Problematic. Treating people as merely their bodies is an argument long used to justify discrimination. For social change to occur across the board we must change the underlying philosophy and begin to see people as beings rather than bodies. If we see a person, a being, we look past labels and connect authentically. Discrimination becomes a foolish concept because fundamentally we are all the same.

​This exhibition features two years’ worth of self-portraiture, and a life time of self-exploration and philosophical inquiry into the nature of identity and existence. It began as a documentation of change over time and turned into an immortalisation of aspects of myself. In the paintings I depict myself nude in various settings. Clothing is a label: man, woman, rich, poor, formal or casual, when taking away this label we see the being as it truly is. Furthermore, the normalisation of nudity in non-sexualised settings perpetuates the notion that bodies in and of themselves are not sexual objects. Everyone has a body, and for some reason it has become a controversial thing to see or even discuss. We often only see nudity in sexual contexts, in porn, in sexualised music videos, in advertisements using sex for profit, this misappropriation of the human figure subconsciously internalizes the idea that the function of the body is limited to sex, and thus it becomes an object of shame and secrecy. To counter this, I paint myself enjoying beautiful moments, a sunset, an art session, a bubble bath, a walk, all non-sexualised depictions of nudity. In this raw and real way, I hope to be seen for who I am, a being, not a body.

Malachi Quinn. Bubble (2020). Oil pastel on black paper. 29 x 42 cm.

This painting series reflects my own journey of realising I am more than my body. Initially inspired by the recognition of ones own mortality following grief, the paintings follow my own journey of gender confusion and exploration. I began to go by he/him pronouns as I felt they better reflected who I was on the inside. Eventually I came to understand is that it is never our physicality that defines who we are, and gender expression is no different: people are more than their bodies. This transformation of ideology and physicality is shown chronologically in my paintings, with the 2020 works featuring my feminine side, cartoon, colourful with a cute style, which gradually become more fluid, dark and abstract, culminating in the 2021’s emotive expression of masculine figures.

​The paintings are filled with symbology which I have created to tell a more nuanced story. Each painting is a chapter, and the exhibition is the book. The images are the words and the symbols provide the key to reading them.
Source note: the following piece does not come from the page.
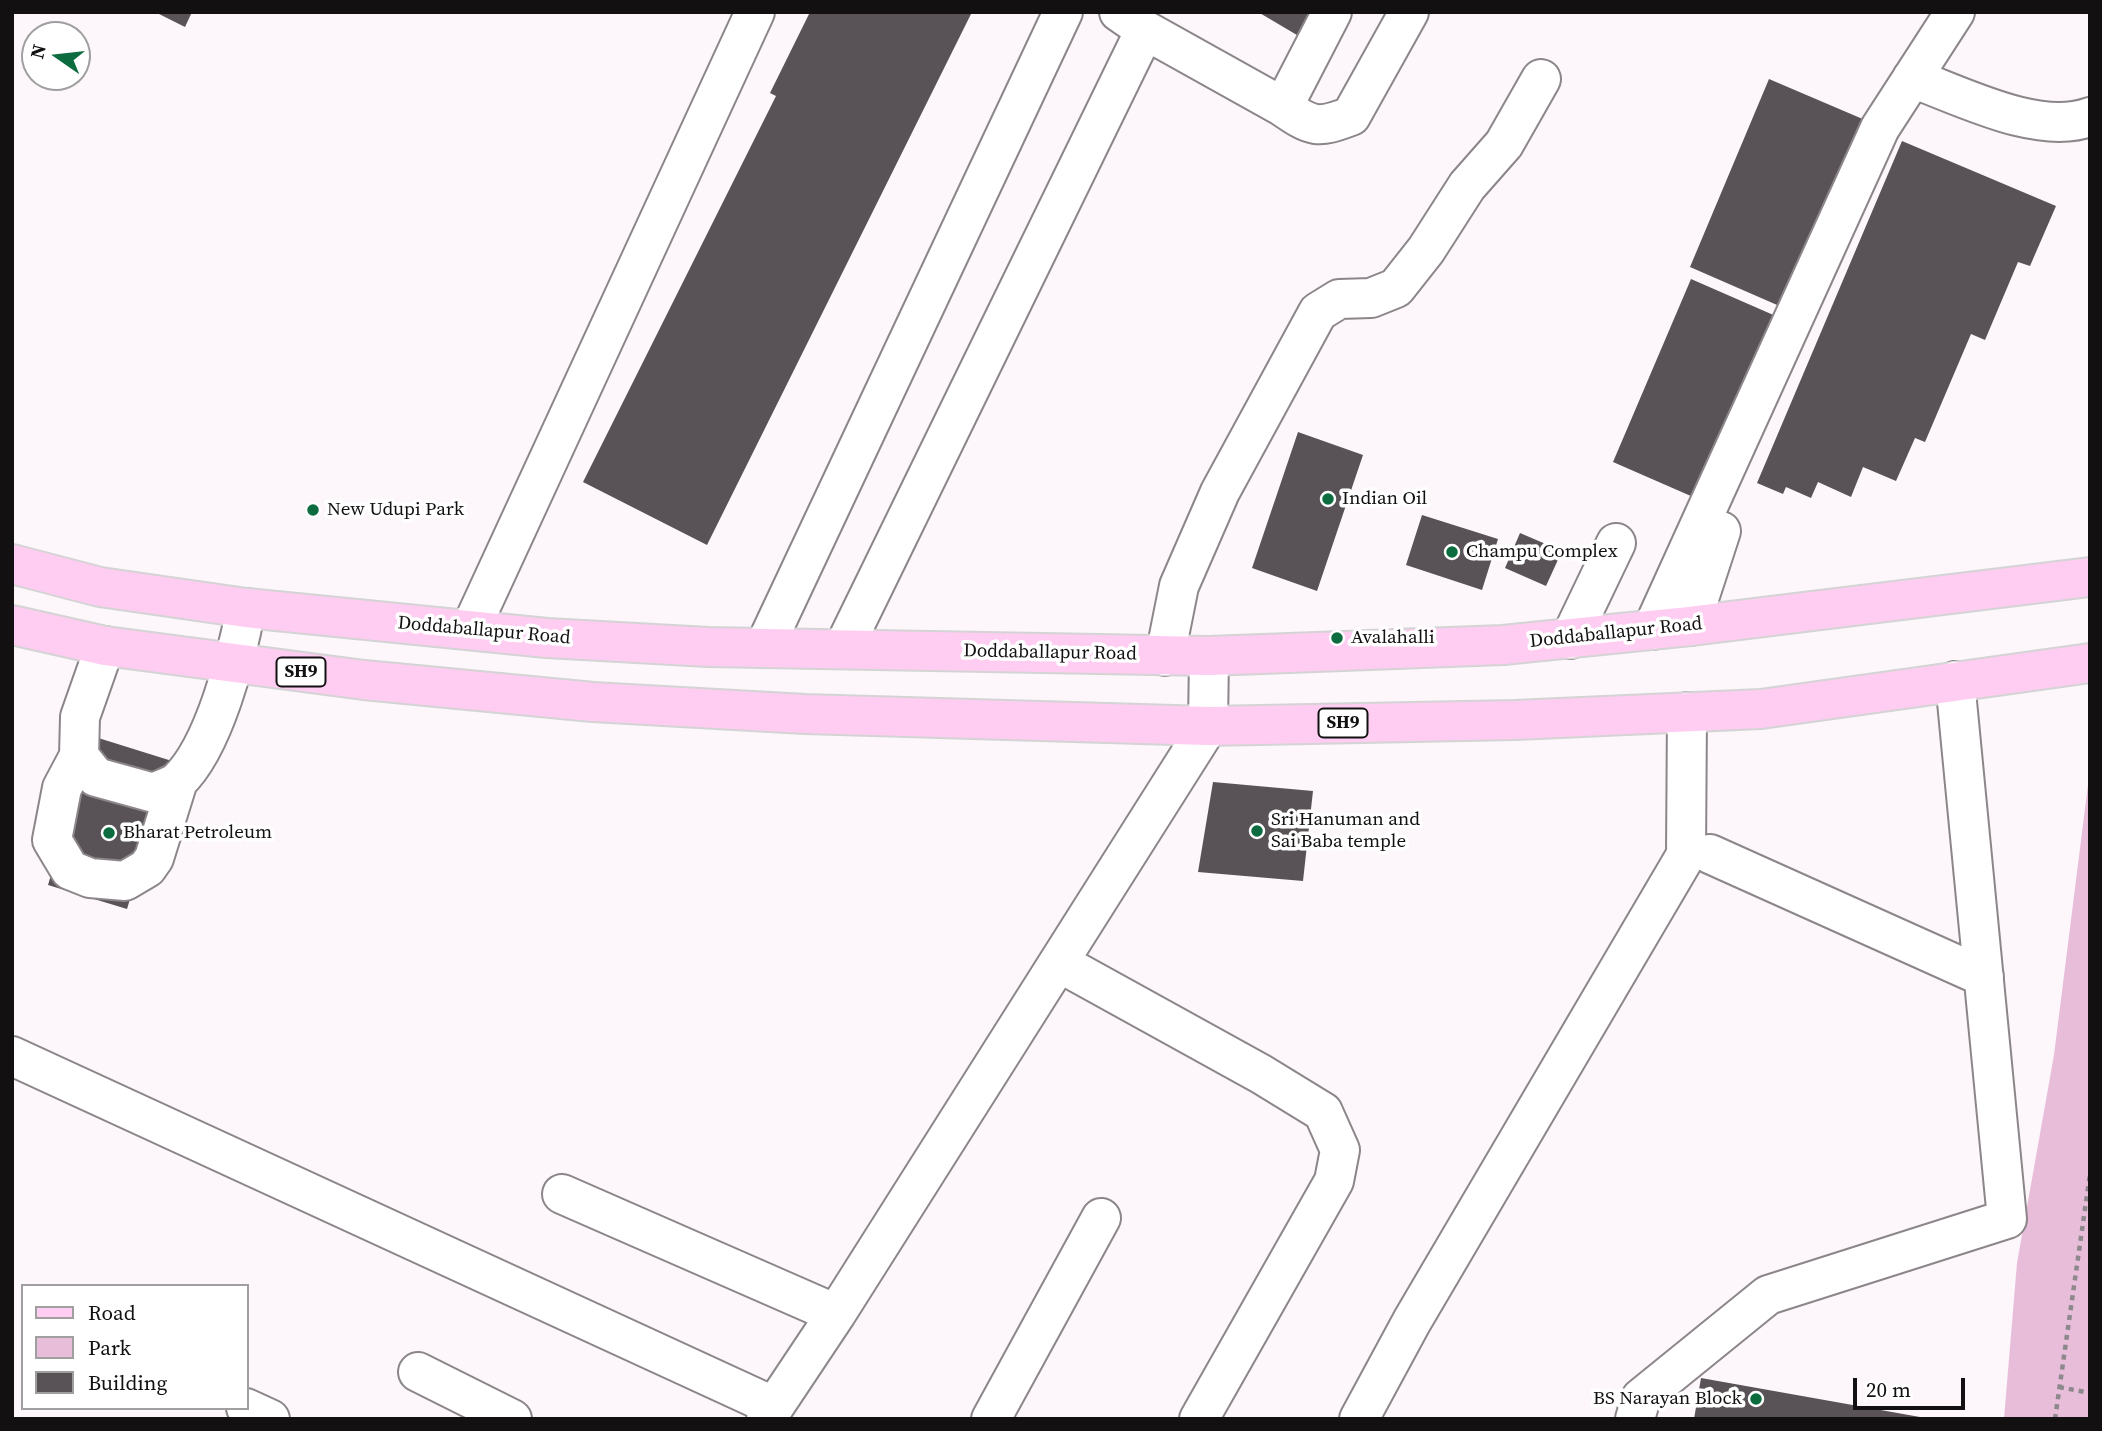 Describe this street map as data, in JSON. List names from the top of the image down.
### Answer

The presence of the armour costumes and sculptures is to create a sharp contrast to the 2D nudity, as reminder that in theory it easy to think we are our authentic selves in the privacy of our own minds, but in the 3D world, the pressures of society have us guarded. The juxtaposition between 2D nudes and 3D armour is to illustrate this difference between who we are to ourselves, vs what costumes (or what ‘face’) we wear into the world and share with others. It is my hope that beginning to see people as beings, rather than bodies, will mitigate the need for such defences. The world I hope to see built is open and encouraging of expression and diversity. I believe this world begins with a subtle but powerful shift in perspective: recognising oneself and others as more than their bodies.

​Treating people as more than their bodies is a call to celebrate diversity and encourage open exploration of these ideologies. As sex and sexuality is such a fundamental facet of the human experience, squishing it into acceptable categories and punishing any deviation is not the way forward. Instead, we should celebrate all expressions of ourselves, accept others and aim to see people for who they truly are. Human beings are capable of so much more than fulfilling labels. Humans are beautiful and our bodies are not label makers. Fundamentally, we are so much more than our bodies. Lets celebrate ourselves and each other as human beings.”